An additional 159,000 Ugandans started using new contraceptive methods last year according to a new report titled, Family planning (FP) 2020 progress report, 2013/2014.
The report, a work of several development agencies, is a follow-up assessment to the 2012 London summit on family planning. During the summit, global leaders committed to expanding contraceptive access to an additional 120 million girls in the world’s 69 poorest countries by 2020.
In the two years since the London summit, which was attended by President Museveni, Uganda has made remarkable progress especially in advocacy for change and enrolling more people on the use of modern contraception such as birth control pills, depo-provera (injectable contraception), intra-uterine devices and condoms.

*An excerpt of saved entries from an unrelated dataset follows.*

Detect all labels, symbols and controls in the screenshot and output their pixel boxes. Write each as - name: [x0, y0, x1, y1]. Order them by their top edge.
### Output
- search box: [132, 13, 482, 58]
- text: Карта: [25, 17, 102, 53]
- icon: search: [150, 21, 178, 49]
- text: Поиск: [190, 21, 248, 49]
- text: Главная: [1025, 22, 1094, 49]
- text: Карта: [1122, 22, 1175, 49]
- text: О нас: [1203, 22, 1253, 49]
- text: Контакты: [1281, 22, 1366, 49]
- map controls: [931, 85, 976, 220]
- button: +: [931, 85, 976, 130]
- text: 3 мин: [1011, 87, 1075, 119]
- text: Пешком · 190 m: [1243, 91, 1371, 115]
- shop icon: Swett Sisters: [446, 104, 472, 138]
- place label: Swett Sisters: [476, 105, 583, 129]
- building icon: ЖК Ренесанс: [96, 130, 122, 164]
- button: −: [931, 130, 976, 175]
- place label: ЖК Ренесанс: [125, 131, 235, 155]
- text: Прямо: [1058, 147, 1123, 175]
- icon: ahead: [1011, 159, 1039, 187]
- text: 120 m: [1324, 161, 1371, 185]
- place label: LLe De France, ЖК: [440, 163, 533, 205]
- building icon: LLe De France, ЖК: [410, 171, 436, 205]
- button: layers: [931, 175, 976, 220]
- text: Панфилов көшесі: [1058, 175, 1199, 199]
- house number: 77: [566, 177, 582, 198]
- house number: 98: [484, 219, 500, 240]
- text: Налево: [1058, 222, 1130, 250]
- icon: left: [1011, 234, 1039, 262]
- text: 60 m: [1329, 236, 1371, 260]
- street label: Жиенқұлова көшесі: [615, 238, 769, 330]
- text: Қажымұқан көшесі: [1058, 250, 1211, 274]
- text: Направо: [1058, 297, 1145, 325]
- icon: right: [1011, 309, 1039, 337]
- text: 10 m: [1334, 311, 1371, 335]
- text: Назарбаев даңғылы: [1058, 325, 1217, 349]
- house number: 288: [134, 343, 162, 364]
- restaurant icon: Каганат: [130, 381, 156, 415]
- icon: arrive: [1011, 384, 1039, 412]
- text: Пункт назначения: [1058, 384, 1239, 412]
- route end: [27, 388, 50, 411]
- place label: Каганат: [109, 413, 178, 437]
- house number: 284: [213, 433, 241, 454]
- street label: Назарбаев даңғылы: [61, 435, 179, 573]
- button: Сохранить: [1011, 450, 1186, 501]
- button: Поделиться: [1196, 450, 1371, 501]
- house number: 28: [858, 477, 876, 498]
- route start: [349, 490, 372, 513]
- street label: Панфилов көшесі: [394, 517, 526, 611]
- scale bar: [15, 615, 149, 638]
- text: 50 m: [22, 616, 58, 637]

For advocacy, the report notes that beginning with the 2014/2015 fiscal year, Uganda’s government increased its allocation for family planning supplies to $6.9 million (about Shs 17bn). It has also successfully mobilised an additional $5 million in donor financing from development partners, primarily the United Nations Population Fund (UNFPA), USAID and DFID.
“These are big wins, with national and international repercussions. As a result, virtually all forms of contraception will now be freely available at public health clinics, sex education provided in schools and public health workers will receive family planning training,” reads the report.
Youth-friendly services have also been scaled up to 50 per cent of the health centre IVs and 100 per cent of district hospitals. Currently, a national health insurance bill is under consideration by cabinet. FP 2020 envisions that the total number of women and girls in the world’s poorest countries using modern contraception would grow from 258 million in 2012 to 306 million in 2020, an increase of 48 million.